# How to Expose and get sharp Focus of Moon



## fotoray (Jan 7, 2015)

I am taking the first shots with my new 100-400 II and decided to try it out on last night's full moon (1/6/2015). 

I used my 7D +100-400 II mounted on a sturdy tripod. I shot against the dark sky at 400mm to get maximum image size (FF equivalent 640 mm). 

Since moonlight is reflected sunlight, a typical daytime exposure ought to work fine. I shot in manual mode using 1/100 sec at f/11 and ISO 200. This exposure seemed OK, but maybe not optimum?

My trouble was in getting the focus right to get images with the sharpest possible detail.

I used manual focus in live view magnified 10x. I took each shot using the camera 10-sec self-timer and cable release to minimize camera shake. 

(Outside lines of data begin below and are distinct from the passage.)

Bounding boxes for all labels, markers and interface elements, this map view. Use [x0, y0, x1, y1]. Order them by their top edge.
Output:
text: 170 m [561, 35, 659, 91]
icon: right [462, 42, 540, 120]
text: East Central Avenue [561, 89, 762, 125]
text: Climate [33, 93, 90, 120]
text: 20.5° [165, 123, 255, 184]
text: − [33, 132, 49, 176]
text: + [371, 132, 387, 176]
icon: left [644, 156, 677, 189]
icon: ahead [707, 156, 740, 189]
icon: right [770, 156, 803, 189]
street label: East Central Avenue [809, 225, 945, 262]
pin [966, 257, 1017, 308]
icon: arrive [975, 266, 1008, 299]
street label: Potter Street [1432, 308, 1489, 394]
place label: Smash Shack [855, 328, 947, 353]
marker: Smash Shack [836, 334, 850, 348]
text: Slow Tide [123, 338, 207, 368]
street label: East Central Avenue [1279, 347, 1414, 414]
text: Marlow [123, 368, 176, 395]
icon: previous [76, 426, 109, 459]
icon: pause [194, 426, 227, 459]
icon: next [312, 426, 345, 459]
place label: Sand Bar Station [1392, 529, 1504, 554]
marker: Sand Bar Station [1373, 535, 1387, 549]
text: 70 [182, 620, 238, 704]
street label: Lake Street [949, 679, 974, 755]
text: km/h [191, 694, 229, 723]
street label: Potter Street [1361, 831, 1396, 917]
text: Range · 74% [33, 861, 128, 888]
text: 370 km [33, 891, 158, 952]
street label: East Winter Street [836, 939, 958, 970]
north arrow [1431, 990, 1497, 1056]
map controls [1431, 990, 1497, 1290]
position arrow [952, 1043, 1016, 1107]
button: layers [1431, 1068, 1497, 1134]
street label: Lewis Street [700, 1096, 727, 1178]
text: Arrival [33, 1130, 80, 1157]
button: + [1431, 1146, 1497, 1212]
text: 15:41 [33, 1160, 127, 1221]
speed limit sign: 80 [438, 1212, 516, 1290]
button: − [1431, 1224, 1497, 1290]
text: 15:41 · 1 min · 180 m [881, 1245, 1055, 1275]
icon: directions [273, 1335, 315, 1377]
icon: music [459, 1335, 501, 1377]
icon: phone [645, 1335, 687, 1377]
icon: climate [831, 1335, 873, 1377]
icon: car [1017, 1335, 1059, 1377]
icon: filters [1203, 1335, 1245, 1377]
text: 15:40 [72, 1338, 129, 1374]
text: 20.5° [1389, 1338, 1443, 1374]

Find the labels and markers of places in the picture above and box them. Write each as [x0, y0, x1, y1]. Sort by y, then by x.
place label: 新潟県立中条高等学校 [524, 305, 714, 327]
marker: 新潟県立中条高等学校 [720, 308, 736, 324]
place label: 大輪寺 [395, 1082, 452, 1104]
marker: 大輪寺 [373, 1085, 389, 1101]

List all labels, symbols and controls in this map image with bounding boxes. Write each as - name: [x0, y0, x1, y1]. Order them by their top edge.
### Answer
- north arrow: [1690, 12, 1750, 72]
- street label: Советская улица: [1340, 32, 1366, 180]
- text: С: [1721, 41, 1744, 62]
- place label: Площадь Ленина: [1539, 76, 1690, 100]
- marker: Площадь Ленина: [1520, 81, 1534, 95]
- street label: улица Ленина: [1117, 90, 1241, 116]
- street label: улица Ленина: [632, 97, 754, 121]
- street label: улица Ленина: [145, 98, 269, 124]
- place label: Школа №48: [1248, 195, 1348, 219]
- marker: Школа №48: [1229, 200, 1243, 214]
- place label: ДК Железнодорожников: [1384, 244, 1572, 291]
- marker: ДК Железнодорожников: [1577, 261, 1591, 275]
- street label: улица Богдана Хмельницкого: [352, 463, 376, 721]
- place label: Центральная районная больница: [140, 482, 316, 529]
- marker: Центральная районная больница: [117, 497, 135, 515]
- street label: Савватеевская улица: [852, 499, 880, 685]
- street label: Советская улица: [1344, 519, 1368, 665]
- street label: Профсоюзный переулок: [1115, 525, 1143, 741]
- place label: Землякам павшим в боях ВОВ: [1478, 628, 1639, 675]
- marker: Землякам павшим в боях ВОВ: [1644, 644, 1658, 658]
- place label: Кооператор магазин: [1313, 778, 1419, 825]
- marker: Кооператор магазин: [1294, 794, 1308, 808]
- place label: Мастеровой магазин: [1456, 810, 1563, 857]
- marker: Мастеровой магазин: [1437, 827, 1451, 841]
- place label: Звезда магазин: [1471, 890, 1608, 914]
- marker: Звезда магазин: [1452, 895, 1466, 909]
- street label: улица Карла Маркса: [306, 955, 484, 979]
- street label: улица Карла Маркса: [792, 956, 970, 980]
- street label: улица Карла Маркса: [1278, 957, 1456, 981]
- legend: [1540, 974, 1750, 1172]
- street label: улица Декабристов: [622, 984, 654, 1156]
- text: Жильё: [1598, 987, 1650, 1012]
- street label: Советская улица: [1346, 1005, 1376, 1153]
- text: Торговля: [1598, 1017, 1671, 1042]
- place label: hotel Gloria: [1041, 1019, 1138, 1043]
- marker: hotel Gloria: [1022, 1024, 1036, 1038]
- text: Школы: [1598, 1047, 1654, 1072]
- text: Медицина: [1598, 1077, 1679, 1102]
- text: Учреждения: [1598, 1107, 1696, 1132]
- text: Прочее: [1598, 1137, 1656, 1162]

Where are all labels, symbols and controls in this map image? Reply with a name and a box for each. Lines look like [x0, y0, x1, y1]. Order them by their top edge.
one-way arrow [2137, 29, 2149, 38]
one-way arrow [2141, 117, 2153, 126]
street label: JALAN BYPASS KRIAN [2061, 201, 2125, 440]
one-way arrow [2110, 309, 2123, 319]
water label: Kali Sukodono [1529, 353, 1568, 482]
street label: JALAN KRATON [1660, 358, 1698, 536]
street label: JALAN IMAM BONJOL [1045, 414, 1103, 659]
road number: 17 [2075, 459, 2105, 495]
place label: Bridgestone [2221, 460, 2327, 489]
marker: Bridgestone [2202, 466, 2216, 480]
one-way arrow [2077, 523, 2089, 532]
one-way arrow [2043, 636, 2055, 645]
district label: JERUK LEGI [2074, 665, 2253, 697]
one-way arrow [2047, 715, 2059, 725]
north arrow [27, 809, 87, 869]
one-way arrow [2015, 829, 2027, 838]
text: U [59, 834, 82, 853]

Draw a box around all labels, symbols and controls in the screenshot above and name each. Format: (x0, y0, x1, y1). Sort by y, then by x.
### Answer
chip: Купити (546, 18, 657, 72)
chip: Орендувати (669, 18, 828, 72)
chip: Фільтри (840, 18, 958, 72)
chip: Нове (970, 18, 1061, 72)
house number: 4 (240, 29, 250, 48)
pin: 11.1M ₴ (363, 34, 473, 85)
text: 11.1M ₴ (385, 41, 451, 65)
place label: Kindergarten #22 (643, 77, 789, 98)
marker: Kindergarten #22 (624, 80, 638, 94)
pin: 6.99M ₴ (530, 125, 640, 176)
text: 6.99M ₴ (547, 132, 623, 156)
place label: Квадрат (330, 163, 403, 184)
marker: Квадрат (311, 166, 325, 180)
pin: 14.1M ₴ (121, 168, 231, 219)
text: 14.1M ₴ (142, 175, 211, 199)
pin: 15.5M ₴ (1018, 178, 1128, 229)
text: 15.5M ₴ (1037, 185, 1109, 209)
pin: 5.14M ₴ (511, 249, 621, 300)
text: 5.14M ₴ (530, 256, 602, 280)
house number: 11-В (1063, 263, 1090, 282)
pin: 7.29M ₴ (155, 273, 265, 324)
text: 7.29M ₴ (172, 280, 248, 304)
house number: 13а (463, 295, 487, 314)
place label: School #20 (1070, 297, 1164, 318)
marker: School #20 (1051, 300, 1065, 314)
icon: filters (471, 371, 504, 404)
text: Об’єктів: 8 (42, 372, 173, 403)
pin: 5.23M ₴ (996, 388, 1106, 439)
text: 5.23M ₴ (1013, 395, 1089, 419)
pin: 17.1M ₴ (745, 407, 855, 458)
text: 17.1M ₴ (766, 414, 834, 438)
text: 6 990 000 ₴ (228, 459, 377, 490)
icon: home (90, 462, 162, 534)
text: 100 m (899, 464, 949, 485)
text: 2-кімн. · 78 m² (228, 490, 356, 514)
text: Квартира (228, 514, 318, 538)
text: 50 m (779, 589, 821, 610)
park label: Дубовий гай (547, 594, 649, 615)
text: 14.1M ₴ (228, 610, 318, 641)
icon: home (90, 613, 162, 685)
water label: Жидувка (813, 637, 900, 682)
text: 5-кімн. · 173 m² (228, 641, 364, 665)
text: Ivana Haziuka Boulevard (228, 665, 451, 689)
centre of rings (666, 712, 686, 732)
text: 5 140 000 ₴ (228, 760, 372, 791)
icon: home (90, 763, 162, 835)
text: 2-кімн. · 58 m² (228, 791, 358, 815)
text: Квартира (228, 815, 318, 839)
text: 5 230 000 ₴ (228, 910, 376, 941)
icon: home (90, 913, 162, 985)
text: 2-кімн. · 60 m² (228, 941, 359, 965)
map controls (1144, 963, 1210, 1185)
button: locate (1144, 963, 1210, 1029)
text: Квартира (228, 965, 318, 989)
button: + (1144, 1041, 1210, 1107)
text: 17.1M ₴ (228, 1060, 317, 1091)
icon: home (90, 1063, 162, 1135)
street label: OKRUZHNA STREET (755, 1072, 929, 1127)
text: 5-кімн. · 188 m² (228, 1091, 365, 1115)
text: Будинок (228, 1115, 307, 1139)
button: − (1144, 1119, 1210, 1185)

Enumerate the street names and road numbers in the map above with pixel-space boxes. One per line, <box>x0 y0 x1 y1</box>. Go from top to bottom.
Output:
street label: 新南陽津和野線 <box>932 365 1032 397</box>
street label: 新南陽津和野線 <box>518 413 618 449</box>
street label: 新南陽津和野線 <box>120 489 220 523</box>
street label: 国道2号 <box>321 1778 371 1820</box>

I was disappointed in the lack of detail of my images. But maybe I had unrealistic expectations and have done about as good as can be expected within the limitations of my equipment - definitely no telescope available.  

Still the attached uncropped image shows craters at 10 o'clock that I definitely cannot see from the ground!! So this is an improvement over my own eyesight!!

I'm looking for feedback from others who have taken shots of the moon using equipment similar to mine. Did you get better images than my attached sample. If so, what were your procedures?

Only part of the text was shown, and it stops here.